After Hurricane Katrina, New Orleans’ Lower 9th Ward will never be the same again – and Brad Pitt is determined to make that a good thing. The actor’s Make it Right Foundation is in the process of building 150 affordable, green, storm-resistant homes designed by 21 star architects including Pugh & Scarpa, Adjaye Architects, MVRDV and Kieran Timberlake.

This charitable foundation is dedicated to creating a better, stronger community in the Lower 9th Ward, which was devastated by the 2005 hurricane. Participating architects were asked to create homes that are not only able to stand up to future storms, but are also non-toxic, earth-friendly, aesthetically advanced and in keeping with traditional New Orleans typologies, like the “shotgun” single-family home.


Adjaye Architects designed this single-family home to include an inverted pitched roof canopy that serves as both a solar and water collector and creates a shaded rooftop terrace. The reinforced structure has casement windows with hurricane impact glass, silkscreened cement board exterior panels and red cedar decking.
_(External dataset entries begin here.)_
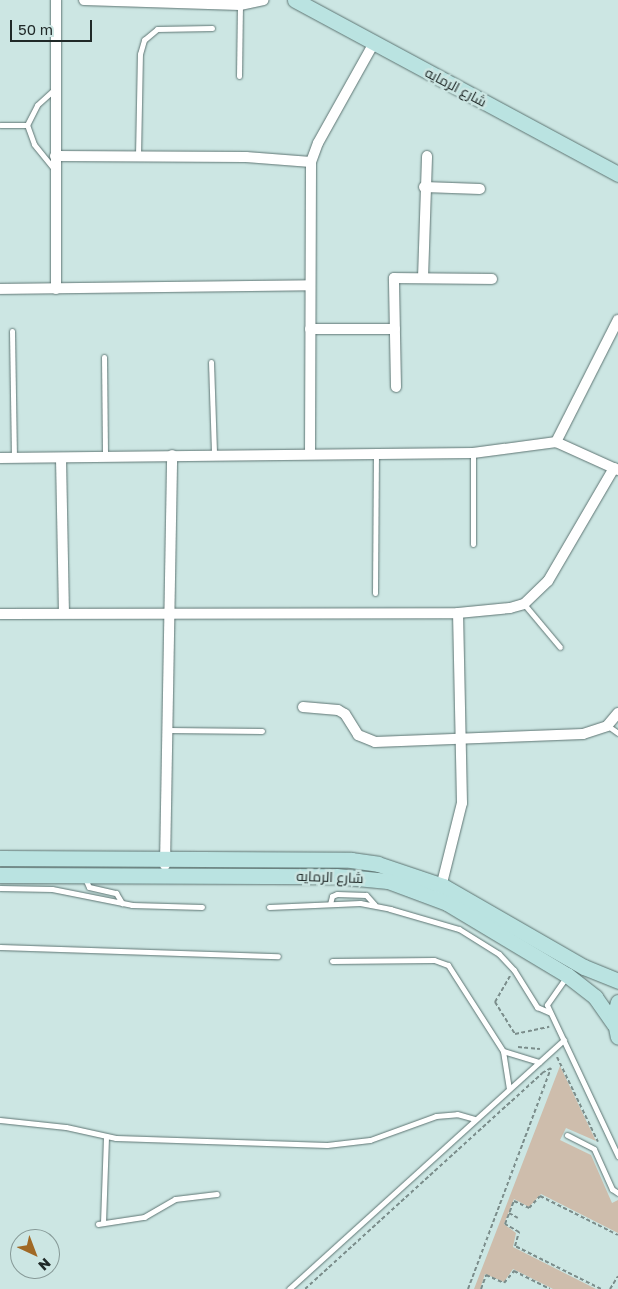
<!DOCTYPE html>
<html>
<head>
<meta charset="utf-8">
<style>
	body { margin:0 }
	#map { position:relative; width:618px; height:1289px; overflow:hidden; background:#cce6e3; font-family:"Golos Text",Cairo,sans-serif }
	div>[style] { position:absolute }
	.green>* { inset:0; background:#cebdac }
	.path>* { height:2px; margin-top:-1px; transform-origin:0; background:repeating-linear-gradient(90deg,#7b8d8b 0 4px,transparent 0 6.5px) }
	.roads { filter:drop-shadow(0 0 1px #5e7573) drop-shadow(0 0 1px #5e7573) }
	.lane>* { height:5px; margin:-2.5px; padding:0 2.5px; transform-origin:2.5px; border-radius:2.5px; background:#fff }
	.street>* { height:10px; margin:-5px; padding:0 5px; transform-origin:5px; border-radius:5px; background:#fff }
	.secondary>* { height:15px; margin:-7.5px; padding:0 7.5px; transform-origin:7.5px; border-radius:7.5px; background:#bae3e1 }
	span { translate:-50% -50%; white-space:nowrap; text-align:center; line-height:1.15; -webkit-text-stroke:5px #cce6e3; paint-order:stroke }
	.street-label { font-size:14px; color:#202928 }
	.north { position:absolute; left:10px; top:1229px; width:50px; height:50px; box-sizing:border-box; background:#cce6e3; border:1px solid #879a98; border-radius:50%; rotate:137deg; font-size:14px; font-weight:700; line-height:20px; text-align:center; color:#202928 }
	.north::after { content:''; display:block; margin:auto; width:18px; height:22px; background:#a06925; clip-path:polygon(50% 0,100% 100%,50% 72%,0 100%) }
	.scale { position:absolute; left:10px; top:20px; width:82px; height:22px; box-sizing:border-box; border:2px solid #202928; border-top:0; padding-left:6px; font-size:15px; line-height:18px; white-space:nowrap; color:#202928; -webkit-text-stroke:4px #cce6e3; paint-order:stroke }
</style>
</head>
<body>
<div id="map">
	<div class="green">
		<div style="clip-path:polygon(560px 1066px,596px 1141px,566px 1128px,560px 1140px,591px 1155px,612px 1203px,618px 1200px,618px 1233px,541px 1194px,529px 1207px,514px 1199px,504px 1224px,516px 1233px,513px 1247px,596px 1289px,553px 1289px,513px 1269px,504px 1282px,485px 1274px,480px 1289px,474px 1289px)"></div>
	</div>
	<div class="path">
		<div style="left:510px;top:976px;width:30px;rotate:120deg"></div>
		<div style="left:495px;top:1002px;width:38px;rotate:58deg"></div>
		<div style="left:515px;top:1034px;width:35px;rotate:-12deg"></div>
		<div style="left:518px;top:1047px;width:22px;rotate:5deg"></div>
		<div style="left:557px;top:1057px;width:94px;rotate:64.2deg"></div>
		<div style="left:509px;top:1213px;width:10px;rotate:29deg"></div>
		<div style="left:305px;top:1289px;width:321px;rotate:-42.3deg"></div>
		<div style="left:542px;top:1073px;width:10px;rotate:-29deg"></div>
		<div style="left:468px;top:1289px;width:236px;rotate:-69.4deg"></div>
		<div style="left:481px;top:1289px;width:15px;rotate:-70deg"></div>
		<div style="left:486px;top:1275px;width:20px;rotate:24deg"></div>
		<div style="left:504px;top:1283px;width:16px;rotate:-50deg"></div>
		<div style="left:514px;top:1271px;width:40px;rotate:26.6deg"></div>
		<div style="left:601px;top:1289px;width:96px;rotate:-153.4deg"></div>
		<div style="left:515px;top:1246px;width:15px;rotate:-74deg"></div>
		<div style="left:519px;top:1232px;width:16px;rotate:-150deg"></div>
		<div style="left:505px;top:1224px;width:25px;rotate:-69deg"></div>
		<div style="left:514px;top:1201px;width:17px;rotate:25deg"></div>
		<div style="left:529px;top:1208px;width:16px;rotate:-47deg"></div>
		<div style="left:540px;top:1196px;width:87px;rotate:26.6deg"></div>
		<div style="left:610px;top:1289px;width:15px;rotate:-58deg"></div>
	</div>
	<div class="roads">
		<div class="lane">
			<div style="left:239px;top:76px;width:71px;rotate:-89.2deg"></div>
			<div style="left:0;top:125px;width:27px"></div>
			<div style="left:138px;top:156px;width:102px;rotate:-88.9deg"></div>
			<div style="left:140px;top:54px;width:15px;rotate:-74deg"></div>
			<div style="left:144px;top:40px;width:17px;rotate:-40deg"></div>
			<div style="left:157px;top:29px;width:55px;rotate:-1deg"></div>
			<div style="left:54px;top:169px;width:32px;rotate:-129deg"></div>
			<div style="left:34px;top:144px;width:20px;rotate:-110deg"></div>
			<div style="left:27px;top:125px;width:22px;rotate:-63deg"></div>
			<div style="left:37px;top:105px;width:24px;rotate:-42deg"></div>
			<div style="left:12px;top:331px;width:127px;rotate:89.1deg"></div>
			<div style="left:104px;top:357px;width:100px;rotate:89.4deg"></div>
			<div style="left:211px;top:362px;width:92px;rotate:88.1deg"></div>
			<div style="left:473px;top:453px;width:91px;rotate:90deg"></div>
			<div style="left:375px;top:593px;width:140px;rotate:-89.6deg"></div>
			<div style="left:524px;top:604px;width:56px;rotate:50.1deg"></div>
			<div style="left:608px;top:726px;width:12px;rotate:35deg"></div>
			<div style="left:168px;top:730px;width:94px;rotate:0.6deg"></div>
			<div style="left:84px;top:876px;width:12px;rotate:66deg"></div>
			<div style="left:89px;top:887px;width:28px;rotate:13deg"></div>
			<div style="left:116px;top:893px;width:12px;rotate:59deg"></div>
			<div style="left:0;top:888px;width:52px;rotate:1.1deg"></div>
			<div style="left:52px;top:889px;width:82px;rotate:11.3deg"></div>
			<div style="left:132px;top:905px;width:70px;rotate:1.6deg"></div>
			<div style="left:330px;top:904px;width:8px;rotate:-76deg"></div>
			<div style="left:332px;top:896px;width:5px;rotate:-22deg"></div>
			<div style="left:337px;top:894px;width:29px;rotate:2deg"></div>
			<div style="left:366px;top:895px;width:13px;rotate:48deg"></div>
			<div style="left:269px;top:907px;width:91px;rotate:-2.5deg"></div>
			<div style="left:360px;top:903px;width:31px;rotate:11deg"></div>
			<div style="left:390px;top:909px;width:72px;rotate:16.2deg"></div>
			<div style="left:459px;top:929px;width:47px;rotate:32deg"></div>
			<div style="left:499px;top:954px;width:22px;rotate:47deg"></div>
			<div style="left:514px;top:970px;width:44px;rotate:58.1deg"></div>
			<div style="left:537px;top:1007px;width:13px;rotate:23deg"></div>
			<div style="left:0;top:947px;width:278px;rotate:1.9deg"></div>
			<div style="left:332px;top:961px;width:102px;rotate:-0.6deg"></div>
			<div style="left:434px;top:960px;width:15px;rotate:20deg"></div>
			<div style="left:448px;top:965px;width:102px;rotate:57.4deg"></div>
			<div style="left:503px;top:1051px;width:38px;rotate:81deg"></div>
			<div style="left:567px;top:976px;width:35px;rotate:125deg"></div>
			<div style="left:547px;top:1005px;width:167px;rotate:64.8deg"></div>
			<div style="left:503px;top:1051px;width:38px;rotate:17deg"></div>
			<div style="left:0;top:1120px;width:66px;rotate:6.1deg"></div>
			<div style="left:66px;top:1127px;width:51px;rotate:12.4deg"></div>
			<div style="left:116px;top:1138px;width:211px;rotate:1.9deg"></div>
			<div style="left:327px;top:1145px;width:43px;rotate:-6.6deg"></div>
			<div style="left:370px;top:1140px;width:70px;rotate:-20deg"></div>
			<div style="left:436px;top:1116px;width:21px;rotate:-5deg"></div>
			<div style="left:457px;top:1114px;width:18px;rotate:16deg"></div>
			<div style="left:567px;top:1135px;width:30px;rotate:27deg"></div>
			<div style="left:594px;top:1149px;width:44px;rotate:65.8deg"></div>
			<div style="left:612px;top:1189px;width:7px;rotate:34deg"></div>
			<div style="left:103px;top:1223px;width:87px;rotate:-88deg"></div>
			<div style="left:98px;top:1224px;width:47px;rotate:-8.7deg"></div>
			<div style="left:144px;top:1217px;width:36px;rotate:-30deg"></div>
			<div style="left:175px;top:1199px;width:42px;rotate:-6.8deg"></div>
			<div style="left:289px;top:1289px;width:371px;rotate:-42.2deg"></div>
		</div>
		<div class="street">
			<div style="left:84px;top:0;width:156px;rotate:1.8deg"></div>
			<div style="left:240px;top:5px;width:24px;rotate:-12deg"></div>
			<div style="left:55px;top:156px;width:191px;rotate:0.3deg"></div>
			<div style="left:246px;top:157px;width:65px;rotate:4.4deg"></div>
			<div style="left:424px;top:187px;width:56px;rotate:2deg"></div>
			<div style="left:423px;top:278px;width:122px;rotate:-88.1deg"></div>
			<div style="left:0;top:289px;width:309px;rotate:-0.7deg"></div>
			<div style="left:56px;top:289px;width:289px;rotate:-90deg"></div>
			<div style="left:310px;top:329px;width:85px"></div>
			<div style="left:396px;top:387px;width:109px;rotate:-91.1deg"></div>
			<div style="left:394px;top:278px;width:98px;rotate:0.6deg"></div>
			<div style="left:556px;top:442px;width:137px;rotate:-63.1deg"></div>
			<div style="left:310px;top:454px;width:292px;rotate:-89.8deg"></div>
			<div style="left:311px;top:162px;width:20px;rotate:-70deg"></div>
			<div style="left:318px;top:143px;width:115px;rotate:-60.8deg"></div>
			<div style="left:0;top:458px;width:473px;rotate:-0.6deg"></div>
			<div style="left:473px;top:453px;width:84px;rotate:-7.5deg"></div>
			<div style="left:556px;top:442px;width:68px;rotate:24.3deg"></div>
			<div style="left:61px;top:458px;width:155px;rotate:88.9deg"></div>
			<div style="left:0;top:614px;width:458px;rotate:-0.1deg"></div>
			<div style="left:458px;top:613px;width:52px;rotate:-5.5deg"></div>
			<div style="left:510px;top:608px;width:15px;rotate:-16deg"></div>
			<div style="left:524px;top:604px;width:33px;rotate:-44deg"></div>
			<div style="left:548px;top:581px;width:131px;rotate:-59.7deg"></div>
			<div style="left:303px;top:707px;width:35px;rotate:5deg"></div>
			<div style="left:338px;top:710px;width:8px;rotate:30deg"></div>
			<div style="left:345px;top:714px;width:25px;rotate:58deg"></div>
			<div style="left:358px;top:735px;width:18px;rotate:22deg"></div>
			<div style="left:375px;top:742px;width:208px;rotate:-2.2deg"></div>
			<div style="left:583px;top:734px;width:25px;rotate:-18deg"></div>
			<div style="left:607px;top:726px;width:17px;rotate:-50deg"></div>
			<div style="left:165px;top:865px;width:410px;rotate:-89deg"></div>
			<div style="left:440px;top:891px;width:91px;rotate:-76deg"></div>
			<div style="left:462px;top:803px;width:190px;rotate:-91.2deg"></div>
		</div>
		<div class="secondary">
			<div style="left:295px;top:0;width:367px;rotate:28.3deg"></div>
			<div style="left:0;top:858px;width:351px;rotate:0.3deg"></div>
			<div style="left:351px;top:860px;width:27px;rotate:8deg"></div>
			<div style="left:378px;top:864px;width:69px;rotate:18.7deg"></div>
			<div style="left:443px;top:886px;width:163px;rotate:29.9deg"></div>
			<div style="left:584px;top:967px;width:37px;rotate:22deg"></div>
			<div style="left:0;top:875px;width:336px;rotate:0.2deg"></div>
			<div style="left:336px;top:876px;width:52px;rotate:5.5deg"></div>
			<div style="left:388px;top:881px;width:63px;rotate:20.4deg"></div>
			<div style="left:447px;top:903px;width:140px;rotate:31deg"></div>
			<div style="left:567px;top:975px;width:36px;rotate:38deg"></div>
			<div style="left:595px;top:997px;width:33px;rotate:55deg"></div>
			<div style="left:618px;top:1002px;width:16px;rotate:105deg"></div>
			<div style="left:614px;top:1017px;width:20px;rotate:79deg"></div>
		</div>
	</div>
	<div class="street-label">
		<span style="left:456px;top:87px;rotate:28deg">شارع الرمايه</span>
		<span style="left:330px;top:877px;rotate:2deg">شارع الرمايه</span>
	</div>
	<div class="north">N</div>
	<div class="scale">50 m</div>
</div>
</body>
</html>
The MVRDV ‘bent house’ concept is an adapted shotgun house. The architects explain, “Bending the shot gun house up in two directions creates a carport at front and a shadow garden at the rear. The centre of the house contains the kitchen & bath- it is the lowest level. Stairs lead to a living room on the one side, and bedrooms on the other. The bedrooms and living room are above floodwater level. This means that escape would be possible to both the front porch and the rear porch.”


Architects Pugh & Scarpa have envisioned both single family homes and duplexes that emphasize shared community space, inspired by American patchwork quilting traditions with abstract geometric styles. In the single-family home, recycled wooden shipping pallets envelope the building to provide shade and texture. The duplex is characterized by an oversized front porch with a cooking pit that acts as a neighborhood hearth, encouraging interaction and community.


Kieran Timberlake’s design strives toward a mass customizable prototype that will eventually be prefabs assembled off-site locally with a range of options for interior layout, aesthetics and environmental systems. Both the ‘Garden’ prototype, which has a roof deck, sunscreens and mesh trellis, and the ‘Gable’ prototype with its covered rooftop area can be made from the same chassis.